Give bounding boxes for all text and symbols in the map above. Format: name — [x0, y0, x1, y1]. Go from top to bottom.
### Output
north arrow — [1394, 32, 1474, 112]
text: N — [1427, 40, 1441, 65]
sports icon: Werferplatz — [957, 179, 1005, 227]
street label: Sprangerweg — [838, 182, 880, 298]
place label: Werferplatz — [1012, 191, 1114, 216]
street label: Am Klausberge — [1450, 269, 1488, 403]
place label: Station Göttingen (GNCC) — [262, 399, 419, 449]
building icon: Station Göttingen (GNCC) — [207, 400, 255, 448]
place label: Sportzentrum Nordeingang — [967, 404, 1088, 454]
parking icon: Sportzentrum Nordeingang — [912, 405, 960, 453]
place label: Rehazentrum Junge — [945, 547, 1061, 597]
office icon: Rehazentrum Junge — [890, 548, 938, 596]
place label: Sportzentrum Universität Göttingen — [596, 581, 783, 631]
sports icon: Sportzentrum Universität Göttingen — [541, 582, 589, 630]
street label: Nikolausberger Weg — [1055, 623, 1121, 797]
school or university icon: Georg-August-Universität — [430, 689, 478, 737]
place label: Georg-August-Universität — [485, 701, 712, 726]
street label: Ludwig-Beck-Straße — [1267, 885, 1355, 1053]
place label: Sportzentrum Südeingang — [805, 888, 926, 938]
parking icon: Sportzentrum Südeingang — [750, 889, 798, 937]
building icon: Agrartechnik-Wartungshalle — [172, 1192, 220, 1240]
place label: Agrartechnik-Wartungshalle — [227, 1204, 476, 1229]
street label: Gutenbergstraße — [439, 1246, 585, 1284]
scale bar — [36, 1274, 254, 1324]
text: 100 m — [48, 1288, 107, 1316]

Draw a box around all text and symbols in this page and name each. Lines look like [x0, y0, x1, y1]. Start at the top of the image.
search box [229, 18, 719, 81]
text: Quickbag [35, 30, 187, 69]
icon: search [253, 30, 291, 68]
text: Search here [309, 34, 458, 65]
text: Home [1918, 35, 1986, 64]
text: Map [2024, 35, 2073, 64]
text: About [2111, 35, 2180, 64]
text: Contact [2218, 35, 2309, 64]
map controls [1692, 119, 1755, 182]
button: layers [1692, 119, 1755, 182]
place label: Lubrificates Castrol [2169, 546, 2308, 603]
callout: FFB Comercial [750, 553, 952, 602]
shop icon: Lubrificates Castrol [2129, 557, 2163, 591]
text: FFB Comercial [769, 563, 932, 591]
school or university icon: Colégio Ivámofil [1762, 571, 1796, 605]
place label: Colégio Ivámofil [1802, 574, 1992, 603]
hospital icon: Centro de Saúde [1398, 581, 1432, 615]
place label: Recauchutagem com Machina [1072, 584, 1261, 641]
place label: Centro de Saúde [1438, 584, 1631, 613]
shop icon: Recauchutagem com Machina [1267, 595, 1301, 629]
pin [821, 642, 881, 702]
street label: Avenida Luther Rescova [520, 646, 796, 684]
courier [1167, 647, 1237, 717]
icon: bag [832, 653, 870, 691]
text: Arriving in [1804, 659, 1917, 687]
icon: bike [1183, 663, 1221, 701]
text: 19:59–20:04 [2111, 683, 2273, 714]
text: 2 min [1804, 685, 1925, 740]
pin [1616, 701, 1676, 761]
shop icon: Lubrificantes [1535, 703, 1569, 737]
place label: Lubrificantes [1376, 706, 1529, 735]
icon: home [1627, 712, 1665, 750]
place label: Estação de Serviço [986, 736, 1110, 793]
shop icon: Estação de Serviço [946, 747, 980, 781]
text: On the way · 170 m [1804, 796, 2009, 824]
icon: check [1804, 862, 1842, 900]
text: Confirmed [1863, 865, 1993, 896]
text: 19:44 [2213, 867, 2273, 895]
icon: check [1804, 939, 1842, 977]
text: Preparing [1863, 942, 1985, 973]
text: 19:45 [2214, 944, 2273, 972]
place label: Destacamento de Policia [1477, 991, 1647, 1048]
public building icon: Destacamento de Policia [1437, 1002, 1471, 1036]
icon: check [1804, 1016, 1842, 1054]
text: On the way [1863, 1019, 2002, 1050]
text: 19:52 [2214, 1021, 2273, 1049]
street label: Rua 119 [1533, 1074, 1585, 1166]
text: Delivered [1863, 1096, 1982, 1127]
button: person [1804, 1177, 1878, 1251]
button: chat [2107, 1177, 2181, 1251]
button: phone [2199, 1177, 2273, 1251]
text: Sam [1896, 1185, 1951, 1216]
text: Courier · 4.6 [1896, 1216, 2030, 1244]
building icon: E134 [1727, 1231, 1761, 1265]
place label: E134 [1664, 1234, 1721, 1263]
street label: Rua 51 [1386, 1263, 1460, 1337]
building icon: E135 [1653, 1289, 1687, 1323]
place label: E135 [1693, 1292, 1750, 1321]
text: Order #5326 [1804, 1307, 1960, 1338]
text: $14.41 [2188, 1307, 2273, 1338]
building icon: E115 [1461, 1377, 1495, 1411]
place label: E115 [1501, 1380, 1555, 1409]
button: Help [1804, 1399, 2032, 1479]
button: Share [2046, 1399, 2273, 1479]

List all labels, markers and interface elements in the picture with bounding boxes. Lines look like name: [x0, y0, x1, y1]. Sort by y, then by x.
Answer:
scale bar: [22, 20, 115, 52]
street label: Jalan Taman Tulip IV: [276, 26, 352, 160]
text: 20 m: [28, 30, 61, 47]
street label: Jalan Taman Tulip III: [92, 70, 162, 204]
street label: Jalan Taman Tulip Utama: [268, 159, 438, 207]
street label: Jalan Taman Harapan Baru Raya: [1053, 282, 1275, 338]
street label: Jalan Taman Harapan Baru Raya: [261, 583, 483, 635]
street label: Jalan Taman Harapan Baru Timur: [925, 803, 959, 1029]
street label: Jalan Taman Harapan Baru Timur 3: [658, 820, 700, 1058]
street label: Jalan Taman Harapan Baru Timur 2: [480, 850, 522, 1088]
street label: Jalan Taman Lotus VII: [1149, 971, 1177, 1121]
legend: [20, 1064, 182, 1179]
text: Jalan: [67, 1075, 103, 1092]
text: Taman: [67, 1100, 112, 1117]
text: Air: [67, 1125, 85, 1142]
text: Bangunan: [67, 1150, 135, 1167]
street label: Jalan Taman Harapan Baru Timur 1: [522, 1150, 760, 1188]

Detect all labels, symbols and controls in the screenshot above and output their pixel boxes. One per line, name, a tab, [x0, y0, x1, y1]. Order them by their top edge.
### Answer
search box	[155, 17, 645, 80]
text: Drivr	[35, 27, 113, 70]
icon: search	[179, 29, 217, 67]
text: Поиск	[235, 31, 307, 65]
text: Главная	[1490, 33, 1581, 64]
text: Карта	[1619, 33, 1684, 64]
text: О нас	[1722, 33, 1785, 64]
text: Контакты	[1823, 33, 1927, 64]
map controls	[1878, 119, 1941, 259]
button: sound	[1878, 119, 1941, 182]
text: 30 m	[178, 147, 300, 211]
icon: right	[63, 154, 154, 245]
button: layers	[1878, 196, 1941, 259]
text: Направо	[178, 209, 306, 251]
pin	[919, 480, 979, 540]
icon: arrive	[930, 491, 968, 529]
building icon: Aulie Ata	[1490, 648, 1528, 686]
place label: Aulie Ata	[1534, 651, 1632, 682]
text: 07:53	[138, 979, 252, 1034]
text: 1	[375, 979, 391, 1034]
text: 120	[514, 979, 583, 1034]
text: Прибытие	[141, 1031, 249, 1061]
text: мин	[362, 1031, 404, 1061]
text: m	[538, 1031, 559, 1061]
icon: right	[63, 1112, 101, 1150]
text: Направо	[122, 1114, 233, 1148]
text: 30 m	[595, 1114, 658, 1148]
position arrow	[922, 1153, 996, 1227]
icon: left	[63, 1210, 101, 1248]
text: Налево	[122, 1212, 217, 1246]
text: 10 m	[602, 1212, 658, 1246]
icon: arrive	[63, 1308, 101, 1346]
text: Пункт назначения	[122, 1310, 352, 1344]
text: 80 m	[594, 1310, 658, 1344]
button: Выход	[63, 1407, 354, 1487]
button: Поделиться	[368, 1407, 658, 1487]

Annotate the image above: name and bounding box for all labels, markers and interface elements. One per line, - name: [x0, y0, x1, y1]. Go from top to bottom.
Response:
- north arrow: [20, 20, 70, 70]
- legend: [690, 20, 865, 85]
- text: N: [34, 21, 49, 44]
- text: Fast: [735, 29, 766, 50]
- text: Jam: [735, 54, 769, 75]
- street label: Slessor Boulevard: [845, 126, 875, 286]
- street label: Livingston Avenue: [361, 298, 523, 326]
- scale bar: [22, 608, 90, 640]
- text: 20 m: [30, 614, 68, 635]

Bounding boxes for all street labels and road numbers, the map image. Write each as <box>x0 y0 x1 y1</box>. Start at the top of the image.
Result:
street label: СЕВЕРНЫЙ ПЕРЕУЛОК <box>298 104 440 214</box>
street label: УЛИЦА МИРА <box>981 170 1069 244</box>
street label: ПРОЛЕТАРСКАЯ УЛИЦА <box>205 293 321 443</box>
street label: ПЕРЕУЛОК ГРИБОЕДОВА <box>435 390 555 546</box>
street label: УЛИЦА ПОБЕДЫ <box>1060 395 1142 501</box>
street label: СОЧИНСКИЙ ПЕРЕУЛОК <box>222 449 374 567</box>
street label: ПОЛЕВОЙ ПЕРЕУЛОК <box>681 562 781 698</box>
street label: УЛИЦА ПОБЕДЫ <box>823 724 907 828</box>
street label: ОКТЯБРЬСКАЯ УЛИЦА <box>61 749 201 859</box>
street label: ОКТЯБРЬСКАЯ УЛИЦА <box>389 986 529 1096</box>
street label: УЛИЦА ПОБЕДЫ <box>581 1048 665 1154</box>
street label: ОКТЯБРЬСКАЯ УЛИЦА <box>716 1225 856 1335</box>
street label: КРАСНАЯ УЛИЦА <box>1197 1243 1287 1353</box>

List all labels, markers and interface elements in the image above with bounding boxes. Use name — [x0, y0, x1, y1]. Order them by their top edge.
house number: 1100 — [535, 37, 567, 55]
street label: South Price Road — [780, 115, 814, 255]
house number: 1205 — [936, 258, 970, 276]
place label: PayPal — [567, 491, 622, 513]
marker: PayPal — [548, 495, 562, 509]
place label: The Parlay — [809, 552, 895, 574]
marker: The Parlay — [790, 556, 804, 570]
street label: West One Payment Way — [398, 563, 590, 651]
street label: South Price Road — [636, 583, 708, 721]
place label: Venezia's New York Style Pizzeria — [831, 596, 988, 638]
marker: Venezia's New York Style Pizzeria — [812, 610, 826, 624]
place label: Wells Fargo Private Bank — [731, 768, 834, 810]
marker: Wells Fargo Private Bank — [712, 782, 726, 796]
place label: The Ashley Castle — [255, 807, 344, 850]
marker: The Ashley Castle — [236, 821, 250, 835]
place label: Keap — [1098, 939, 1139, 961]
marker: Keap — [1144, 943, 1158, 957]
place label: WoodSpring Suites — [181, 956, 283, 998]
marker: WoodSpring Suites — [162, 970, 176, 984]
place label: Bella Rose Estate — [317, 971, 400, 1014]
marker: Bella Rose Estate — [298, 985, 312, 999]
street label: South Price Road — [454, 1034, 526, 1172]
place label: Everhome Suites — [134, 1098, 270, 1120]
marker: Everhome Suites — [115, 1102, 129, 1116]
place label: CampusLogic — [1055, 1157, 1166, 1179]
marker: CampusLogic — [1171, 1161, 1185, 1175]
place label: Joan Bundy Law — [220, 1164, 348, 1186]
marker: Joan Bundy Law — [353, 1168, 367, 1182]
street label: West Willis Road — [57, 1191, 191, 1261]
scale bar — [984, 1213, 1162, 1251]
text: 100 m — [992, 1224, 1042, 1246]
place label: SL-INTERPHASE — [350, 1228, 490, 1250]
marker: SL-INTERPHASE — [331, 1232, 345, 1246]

• _Task goal_
Across the entries above, find the lines with the string "List" and copy them.

• _Solution for this task_
List all labels, markers and interface elements in the picture with bounding boxes. Lines look like name: [x0, y0, x1, y1]. Sort by y, then by x.
List all labels, markers and interface elements in the image above with bounding boxes. Use name — [x0, y0, x1, y1]. Order them by their top edge.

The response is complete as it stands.